A word-for-word copy of the data, with no images, is the required answer.

### Dataset content

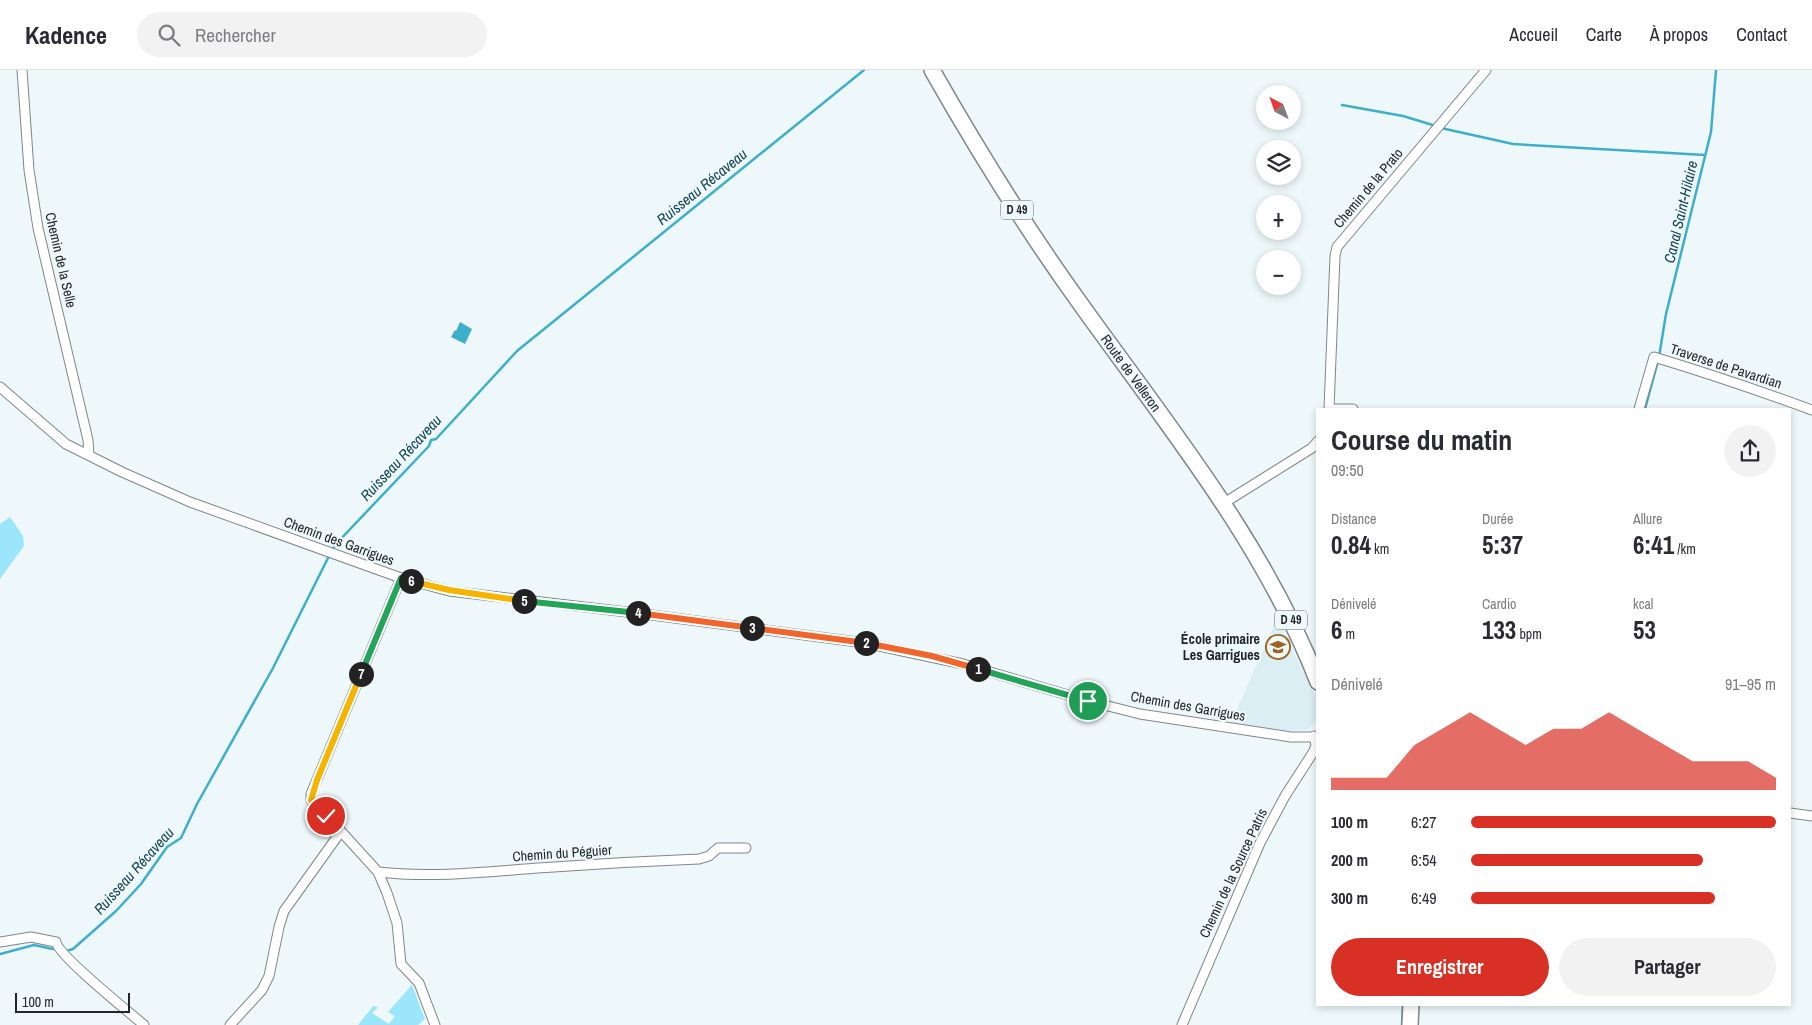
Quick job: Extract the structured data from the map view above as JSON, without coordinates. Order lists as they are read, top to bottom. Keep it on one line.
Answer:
{"streets":{"main road":["D 49","Route de Velleron"],"street":["Chemin de la Prato","Chemin de la Selle","Traverse de Pavardian","Chemin des Garrigues","Chemin du Péguier","Chemin de la Source Patris"]},"crossings":[["Chemin de la Selle","Chemin des Garrigues"],["Chemin des Garrigues","Chemin de la Source Patris"]],"water":["Ruisseau Récaveau","Canal Saint-Hilaire"],"places":{"school or university":["École primaire Les Garrigues"]},"scale_bar":"100 m","north":"top left","page":{"header":"Kadence","search":"Rechercher","nav":["Accueil","Carte","À propos","Contact"],"map_buttons":["+","−"],"heading":["Course du matin","09:50"],"stats":[["Distance","0.84 km"],["Durée","5:37"],["Allure","6:41 /km"],["Dénivelé","6 m"],["Cardio","133 bpm"],["kcal","53"]],"pins":["6","5","4","3","2","1","7"],"chart":["Dénivelé","91–95 m"],"list":[{"name":"100 m","note":"6:27"},{"name":"200 m","note":"6:54"},{"name":"300 m","note":"6:49"}],"buttons":["Enregistrer","Partager"],"scale":"100 m"}}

######

Task response:
Quick job: Extract the structured data from the map view above as JSON, without coordinates. Order lists as they are read, top to bottom. Keep it on one line.
Answer:
{"streets":{"main road":["D 49","Route de Velleron"],"street":["Chemin de la Prato","Chemin de la Selle","Traverse de Pavardian","Chemin des Garrigues","Chemin du Péguier","Chemin de la Source Patris"]},"crossings":[["Chemin de la Selle","Chemin des Garrigues"],["Chemin des Garrigues","Chemin de la Source Patris"]],"water":["Ruisseau Récaveau","Canal Saint-Hilaire"],"places":{"school or university":["École primaire Les Garrigues"]},"scale_bar":"100 m","north":"top left","page":{"header":"Kadence","search":"Rechercher","nav":["Accueil","Carte","À propos","Contact"],"map_buttons":["+","−"],"heading":["Course du matin","09:50"],"stats":[["Distance","0.84 km"],["Durée","5:37"],["Allure","6:41 /km"],["Dénivelé","6 m"],["Cardio","133 bpm"],["kcal","53"]],"pins":["6","5","4","3","2","1","7"],"chart":["Dénivelé","91–95 m"],"list":[{"name":"100 m","note":"6:27"},{"name":"200 m","note":"6:54"},{"name":"300 m","note":"6:49"}],"buttons":["Enregistrer","Partager"],"scale":"100 m"}}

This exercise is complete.